> [Work instruction]:
Find the lines of the records in which the word "geometry" appears and report how many there are, as a number alone.

> [Input records]:
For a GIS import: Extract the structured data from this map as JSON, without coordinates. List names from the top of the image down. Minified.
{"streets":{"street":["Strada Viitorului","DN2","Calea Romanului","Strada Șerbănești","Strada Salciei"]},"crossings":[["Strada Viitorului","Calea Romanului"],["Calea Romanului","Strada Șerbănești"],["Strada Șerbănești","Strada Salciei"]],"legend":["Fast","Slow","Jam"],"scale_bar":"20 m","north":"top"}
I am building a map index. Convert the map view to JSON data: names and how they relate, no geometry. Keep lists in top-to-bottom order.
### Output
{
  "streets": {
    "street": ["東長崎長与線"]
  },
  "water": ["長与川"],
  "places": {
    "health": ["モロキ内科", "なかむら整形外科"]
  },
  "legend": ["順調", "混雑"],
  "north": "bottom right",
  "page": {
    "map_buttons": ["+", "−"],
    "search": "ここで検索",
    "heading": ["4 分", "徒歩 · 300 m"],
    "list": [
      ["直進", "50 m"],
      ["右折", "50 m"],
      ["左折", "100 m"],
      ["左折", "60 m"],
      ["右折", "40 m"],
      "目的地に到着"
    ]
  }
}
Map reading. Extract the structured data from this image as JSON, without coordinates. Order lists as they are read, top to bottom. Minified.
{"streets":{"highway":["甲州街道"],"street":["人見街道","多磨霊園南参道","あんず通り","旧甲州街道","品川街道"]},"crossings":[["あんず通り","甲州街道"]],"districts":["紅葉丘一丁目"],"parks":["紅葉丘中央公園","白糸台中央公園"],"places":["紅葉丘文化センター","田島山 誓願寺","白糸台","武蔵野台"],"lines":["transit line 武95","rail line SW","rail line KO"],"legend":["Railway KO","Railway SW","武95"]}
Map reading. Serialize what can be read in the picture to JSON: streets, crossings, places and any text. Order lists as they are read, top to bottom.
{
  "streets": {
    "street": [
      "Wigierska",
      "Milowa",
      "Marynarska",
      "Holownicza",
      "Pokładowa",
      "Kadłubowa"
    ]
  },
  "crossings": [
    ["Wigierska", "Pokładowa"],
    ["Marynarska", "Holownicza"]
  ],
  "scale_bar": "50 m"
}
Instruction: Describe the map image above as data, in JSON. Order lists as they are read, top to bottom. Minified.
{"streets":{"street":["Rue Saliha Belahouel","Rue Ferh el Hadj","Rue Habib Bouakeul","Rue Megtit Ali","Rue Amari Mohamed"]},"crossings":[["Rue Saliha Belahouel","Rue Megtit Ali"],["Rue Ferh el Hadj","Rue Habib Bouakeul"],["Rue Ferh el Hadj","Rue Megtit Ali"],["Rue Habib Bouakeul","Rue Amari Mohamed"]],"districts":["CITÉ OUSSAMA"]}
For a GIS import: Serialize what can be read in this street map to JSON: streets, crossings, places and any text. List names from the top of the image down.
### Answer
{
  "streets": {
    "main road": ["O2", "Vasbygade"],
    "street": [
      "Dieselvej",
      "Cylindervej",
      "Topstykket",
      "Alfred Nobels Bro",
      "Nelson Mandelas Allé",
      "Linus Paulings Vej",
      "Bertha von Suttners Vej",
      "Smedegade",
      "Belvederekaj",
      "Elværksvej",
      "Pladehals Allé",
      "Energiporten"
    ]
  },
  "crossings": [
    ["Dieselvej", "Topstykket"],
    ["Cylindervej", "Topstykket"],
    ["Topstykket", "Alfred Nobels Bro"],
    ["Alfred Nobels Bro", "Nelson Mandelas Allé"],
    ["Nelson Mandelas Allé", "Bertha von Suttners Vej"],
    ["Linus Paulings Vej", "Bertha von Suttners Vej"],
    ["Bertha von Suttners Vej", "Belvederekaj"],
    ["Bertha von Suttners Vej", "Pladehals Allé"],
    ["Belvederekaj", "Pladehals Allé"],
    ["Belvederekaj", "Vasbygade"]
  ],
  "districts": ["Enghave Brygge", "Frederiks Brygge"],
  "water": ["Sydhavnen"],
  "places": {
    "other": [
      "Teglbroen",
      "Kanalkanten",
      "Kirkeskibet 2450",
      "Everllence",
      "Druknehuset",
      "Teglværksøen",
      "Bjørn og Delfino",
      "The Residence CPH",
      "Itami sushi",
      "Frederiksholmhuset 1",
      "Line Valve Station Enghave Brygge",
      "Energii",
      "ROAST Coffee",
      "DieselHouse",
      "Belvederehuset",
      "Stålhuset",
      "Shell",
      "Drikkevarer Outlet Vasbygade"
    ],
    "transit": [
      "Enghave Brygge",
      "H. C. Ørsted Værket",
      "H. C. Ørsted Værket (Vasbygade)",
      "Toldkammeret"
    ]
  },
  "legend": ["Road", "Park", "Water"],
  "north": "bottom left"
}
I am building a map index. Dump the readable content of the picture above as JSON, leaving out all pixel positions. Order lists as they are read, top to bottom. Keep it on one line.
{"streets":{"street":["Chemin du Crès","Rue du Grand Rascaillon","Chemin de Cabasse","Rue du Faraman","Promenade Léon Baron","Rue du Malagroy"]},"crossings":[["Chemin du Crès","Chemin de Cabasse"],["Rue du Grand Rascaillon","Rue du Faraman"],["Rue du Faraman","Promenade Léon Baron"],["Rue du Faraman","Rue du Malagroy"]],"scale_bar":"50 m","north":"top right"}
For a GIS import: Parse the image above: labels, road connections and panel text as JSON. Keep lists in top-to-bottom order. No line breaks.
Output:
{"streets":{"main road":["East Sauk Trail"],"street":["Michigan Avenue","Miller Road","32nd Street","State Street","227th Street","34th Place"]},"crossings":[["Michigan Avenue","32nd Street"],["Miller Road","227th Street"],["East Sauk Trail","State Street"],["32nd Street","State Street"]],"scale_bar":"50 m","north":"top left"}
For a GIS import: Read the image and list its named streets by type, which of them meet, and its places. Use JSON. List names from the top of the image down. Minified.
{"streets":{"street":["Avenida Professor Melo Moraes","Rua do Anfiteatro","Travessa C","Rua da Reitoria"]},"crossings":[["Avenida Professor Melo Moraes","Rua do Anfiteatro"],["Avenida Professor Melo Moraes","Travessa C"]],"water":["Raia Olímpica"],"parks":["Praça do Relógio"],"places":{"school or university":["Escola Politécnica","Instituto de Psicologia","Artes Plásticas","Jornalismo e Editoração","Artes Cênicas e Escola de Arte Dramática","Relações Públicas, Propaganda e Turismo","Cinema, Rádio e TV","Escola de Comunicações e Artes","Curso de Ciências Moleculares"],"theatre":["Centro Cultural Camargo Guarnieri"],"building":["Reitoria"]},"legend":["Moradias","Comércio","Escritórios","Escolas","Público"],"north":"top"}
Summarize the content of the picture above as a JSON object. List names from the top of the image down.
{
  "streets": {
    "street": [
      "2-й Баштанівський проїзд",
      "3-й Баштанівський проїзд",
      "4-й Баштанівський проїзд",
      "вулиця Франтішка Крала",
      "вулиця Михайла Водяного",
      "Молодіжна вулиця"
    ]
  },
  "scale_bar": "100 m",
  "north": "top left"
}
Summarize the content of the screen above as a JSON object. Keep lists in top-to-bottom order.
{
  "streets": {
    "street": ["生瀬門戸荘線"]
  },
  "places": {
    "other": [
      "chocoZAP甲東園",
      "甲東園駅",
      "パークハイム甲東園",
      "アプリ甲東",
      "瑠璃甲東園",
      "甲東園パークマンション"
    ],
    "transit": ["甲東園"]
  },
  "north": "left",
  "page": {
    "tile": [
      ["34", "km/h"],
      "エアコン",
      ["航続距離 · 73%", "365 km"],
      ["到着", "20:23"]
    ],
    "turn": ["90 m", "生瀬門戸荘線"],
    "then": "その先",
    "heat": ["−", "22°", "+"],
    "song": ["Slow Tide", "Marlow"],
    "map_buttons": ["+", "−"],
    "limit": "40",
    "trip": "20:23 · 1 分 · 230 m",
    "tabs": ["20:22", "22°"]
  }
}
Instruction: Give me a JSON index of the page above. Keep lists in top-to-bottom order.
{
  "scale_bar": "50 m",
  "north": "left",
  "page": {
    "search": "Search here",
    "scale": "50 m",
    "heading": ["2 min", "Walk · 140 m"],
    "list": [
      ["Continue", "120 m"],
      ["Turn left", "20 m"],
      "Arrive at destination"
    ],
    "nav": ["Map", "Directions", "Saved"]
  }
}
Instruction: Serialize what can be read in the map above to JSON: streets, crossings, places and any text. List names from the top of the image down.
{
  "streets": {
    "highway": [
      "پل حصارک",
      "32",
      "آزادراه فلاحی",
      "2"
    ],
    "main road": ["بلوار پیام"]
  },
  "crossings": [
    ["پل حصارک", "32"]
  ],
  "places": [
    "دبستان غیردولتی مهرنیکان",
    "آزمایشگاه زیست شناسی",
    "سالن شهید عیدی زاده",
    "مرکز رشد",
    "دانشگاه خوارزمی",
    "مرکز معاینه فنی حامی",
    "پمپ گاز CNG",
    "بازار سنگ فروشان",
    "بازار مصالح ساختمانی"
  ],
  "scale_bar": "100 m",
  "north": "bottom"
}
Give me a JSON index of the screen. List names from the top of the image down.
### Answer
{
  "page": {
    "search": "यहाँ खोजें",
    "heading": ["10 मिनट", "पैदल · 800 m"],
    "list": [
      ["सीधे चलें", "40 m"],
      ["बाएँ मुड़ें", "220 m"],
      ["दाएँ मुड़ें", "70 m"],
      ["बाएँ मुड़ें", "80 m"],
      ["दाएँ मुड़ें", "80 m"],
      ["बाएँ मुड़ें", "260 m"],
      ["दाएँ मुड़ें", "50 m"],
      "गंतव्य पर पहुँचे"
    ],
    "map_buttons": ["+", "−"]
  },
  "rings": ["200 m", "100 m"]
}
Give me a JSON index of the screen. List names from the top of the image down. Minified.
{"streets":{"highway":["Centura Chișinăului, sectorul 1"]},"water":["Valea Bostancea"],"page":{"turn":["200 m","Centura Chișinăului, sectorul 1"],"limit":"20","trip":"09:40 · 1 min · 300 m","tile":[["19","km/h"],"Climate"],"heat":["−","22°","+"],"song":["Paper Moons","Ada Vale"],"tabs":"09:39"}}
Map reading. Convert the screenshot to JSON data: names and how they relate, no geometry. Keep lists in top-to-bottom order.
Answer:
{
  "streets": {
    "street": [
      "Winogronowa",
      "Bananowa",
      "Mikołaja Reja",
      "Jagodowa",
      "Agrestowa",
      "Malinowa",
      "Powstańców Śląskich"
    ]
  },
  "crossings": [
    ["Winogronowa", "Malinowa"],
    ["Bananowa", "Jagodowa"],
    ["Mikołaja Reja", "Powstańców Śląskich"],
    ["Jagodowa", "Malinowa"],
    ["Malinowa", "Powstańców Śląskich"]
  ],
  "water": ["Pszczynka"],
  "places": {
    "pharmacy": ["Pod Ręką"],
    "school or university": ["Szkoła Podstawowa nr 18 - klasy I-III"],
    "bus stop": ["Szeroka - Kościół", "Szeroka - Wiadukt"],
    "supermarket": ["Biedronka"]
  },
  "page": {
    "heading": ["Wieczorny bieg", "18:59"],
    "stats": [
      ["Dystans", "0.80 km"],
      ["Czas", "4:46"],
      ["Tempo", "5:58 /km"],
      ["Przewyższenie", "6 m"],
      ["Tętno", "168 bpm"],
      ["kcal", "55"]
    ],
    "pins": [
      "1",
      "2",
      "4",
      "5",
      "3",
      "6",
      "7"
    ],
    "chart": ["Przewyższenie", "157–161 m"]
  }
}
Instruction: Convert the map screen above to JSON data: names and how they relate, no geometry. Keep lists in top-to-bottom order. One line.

> [Task solution]:
3